Saturday, December 08, 2007

Conservative Backlash against un-Bush North Korea Policy

The Bush administration’s approach to North Korea raises serious concern among conservatives in the United States and the public in Japan. In return for denuclearization, US Assistant Secretary of State for East Asian and Pacific Affairs Christopher Hill suggested that the United States remove North Korea from the List of Terrorism Sponsoring Countries. However, North Korea is notorious for cheating, and Kim Jong Il could gain to food and energy without completely denuclearizing his country, as it happened in the Clinton era. This is quite un-Bush, and it is quite questionable whether soft line policy is helpful for non-proliferation objectives.

In addition, soft policy against North Korea undermines moral leadership in US foreign policy. It is a repressive regime. North Korean leaders exploit its citizens. It is infamous for kidnapping Japanese, South Korean and other foreign citizens. As mentioned in the previous post, democracy promotion is a key agenda in the post 9-11 world.

Unlike Israel and India, North Korea can never become a strategic partner with the United States to promote a liberal world order. While both Israel and India are trustworthy democracies, North Korea has been a bête noire in the global community.

Unlike Libya, which was bombed in 1986 by the Reagan-Thatcher axis, North Korea has no experience of being defeated by the United States. North Korea has been boasting the victory over the “savage American imperialist” in the Pueblo crisis in 1968. Nor does North Korea face domestic threat of radicalists, which poses serious danger to the Khadafy regime of Libya.

Therefore, any kind of nuclear bargains with nations like India and Libya, are unlikely to work for Kim Jong Il.

Congressional Research Service has released a report, entitled “North Korea: Terrorism List Removal?” on April 6 this year. Regarding terrorism, this report says the following.

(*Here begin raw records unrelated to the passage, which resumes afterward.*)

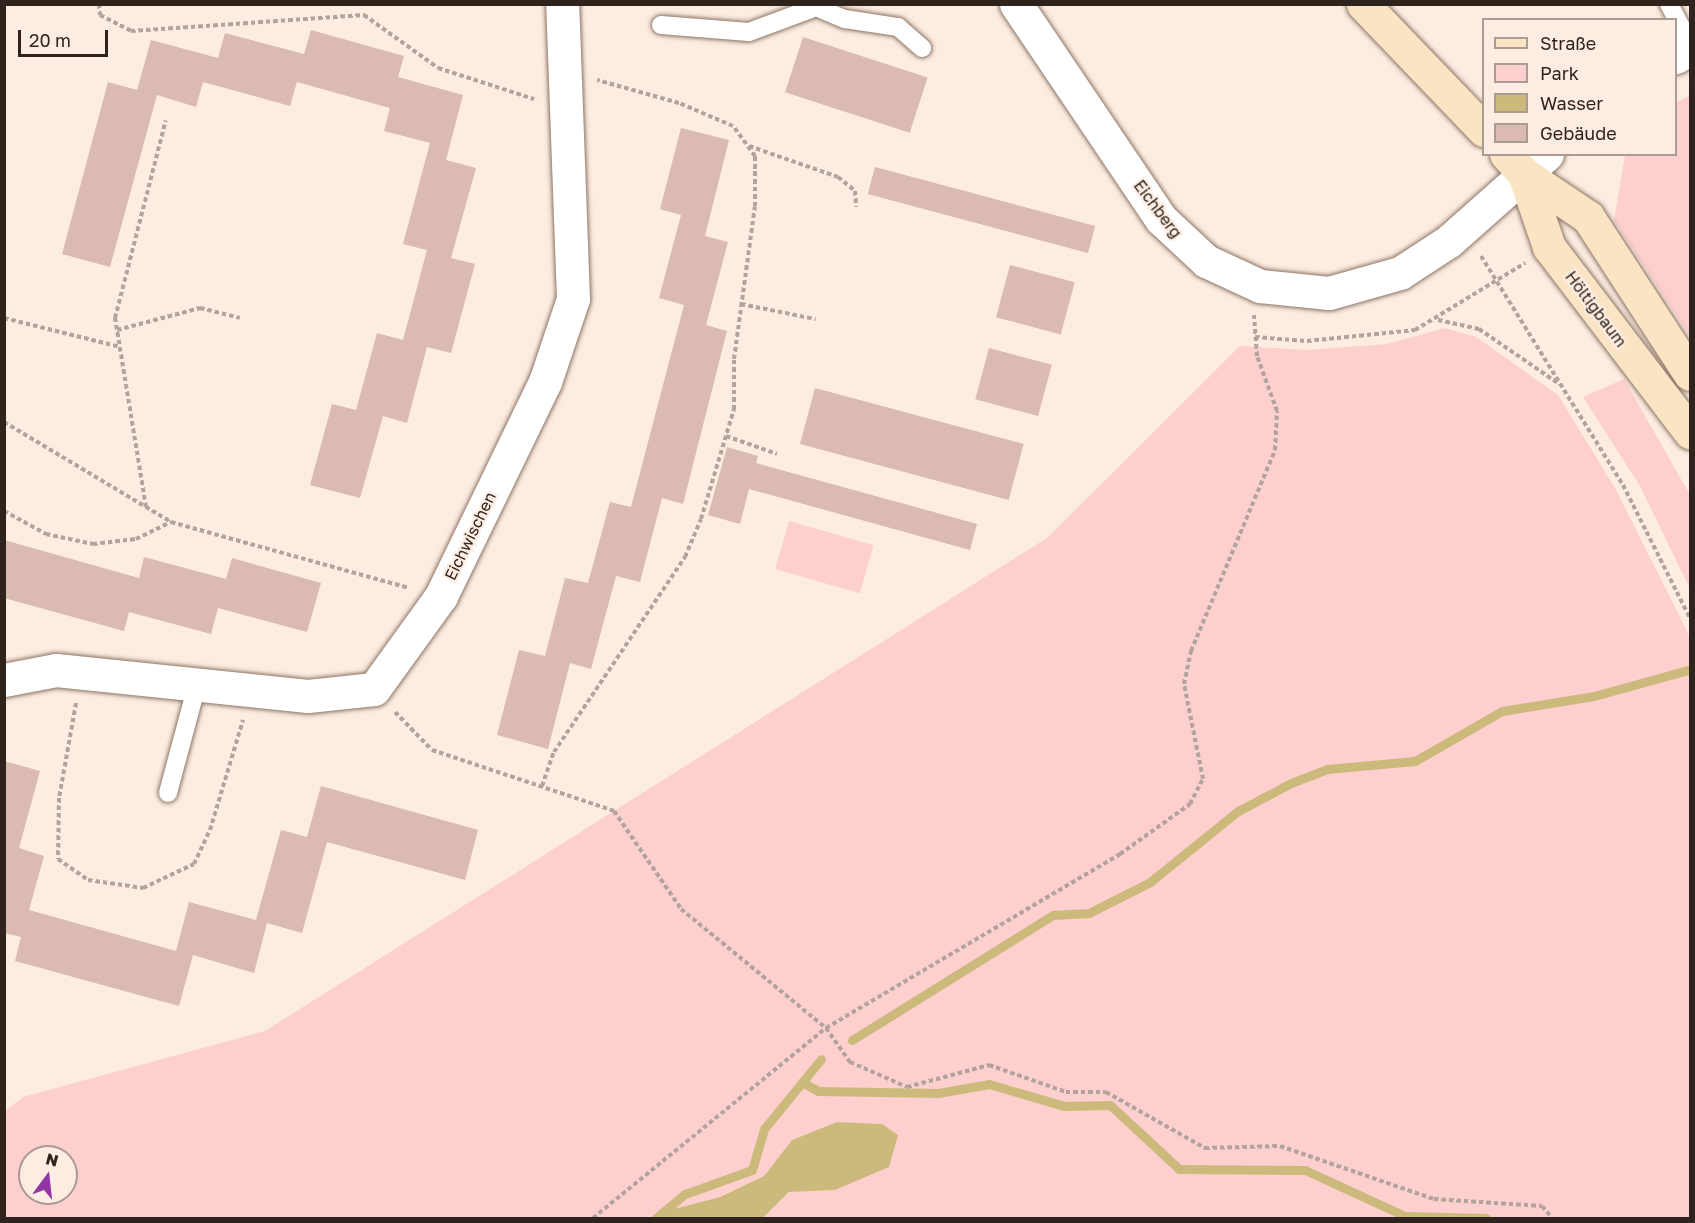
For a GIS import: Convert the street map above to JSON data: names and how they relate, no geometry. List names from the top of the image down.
{
  "streets": {
    "main road": ["Höltigbaum"],
    "street": ["Eichberg", "Eichwischen"]
  },
  "crossings": [
    ["Eichberg", "Höltigbaum"]
  ],
  "legend": [
    "Straße",
    "Park",
    "Wasser",
    "Gebäude"
  ],
  "scale_bar": "20 m",
  "north": "top"
}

Although it is a party to six international conventions and protocols relating to terrorism, Pyongyang has not taken substantial steps to cooperate in efforts to combat international terrorism.

As to the Japanese abductee issue, it says “The chronologies of acts of terrorism in the annual Patterns reports shows that the United States defines kidnapping as a terrorist act.”

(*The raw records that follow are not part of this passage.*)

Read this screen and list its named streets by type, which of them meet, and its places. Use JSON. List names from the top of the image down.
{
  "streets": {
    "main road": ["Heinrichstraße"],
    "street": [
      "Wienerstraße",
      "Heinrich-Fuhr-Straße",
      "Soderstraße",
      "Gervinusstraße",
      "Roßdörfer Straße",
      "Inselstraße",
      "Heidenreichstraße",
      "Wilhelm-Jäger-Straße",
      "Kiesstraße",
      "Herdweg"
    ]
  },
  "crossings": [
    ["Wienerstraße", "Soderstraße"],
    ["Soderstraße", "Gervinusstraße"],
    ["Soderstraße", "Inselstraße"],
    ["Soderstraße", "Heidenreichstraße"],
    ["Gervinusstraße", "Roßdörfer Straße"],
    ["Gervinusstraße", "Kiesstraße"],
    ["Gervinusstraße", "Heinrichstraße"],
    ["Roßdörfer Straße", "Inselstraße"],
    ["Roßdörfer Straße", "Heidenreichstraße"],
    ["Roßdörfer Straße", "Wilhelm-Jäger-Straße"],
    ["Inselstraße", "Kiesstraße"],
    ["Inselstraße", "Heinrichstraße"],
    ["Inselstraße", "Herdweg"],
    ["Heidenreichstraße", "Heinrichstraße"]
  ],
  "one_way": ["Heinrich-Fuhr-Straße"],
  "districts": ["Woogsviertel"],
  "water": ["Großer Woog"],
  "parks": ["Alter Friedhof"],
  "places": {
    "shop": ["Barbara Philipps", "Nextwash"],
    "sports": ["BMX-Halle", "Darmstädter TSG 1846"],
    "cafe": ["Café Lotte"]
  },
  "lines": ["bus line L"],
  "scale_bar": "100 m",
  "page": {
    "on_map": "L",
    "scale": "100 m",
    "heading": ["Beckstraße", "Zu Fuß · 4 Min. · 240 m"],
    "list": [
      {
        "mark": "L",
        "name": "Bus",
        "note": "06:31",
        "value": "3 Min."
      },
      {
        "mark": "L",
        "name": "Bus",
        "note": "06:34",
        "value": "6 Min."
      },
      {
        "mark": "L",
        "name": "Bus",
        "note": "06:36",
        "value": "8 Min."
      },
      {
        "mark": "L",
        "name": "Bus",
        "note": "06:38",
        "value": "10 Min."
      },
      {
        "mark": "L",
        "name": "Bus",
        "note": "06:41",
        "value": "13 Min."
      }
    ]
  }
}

It seems quite inappropriate to remove North Korea from the list.

In addition, conservative opinion leaders have been critical to a Chaimberlainian appeasement to North Korea. As Professor Niall Ferguson of Harvard University argues, the United States is capable of fighting both against Iraqi insurgents and North Korean autocrat.

David Frum, Resident Fellow of the American Enterprise Institute, warns that realist approaches to North Korea would lead the Bush administration to make the same mistake as the Clinton administration did. Quoting an article in the Boston Globe by Graham Allison, Assistant Secretary of State under the Clinton administration, Frum points out that North Korea wants to reassure they have both bombs and aids. Also, he says that China is concerned with the collapse of North Korea, because a unified Korea would be under American influence. In his view, current negotiation is likely to fail in denuclearizing North Korea. (“Realism is Ugly in North Korea”; Notional Post; June 30, 2007)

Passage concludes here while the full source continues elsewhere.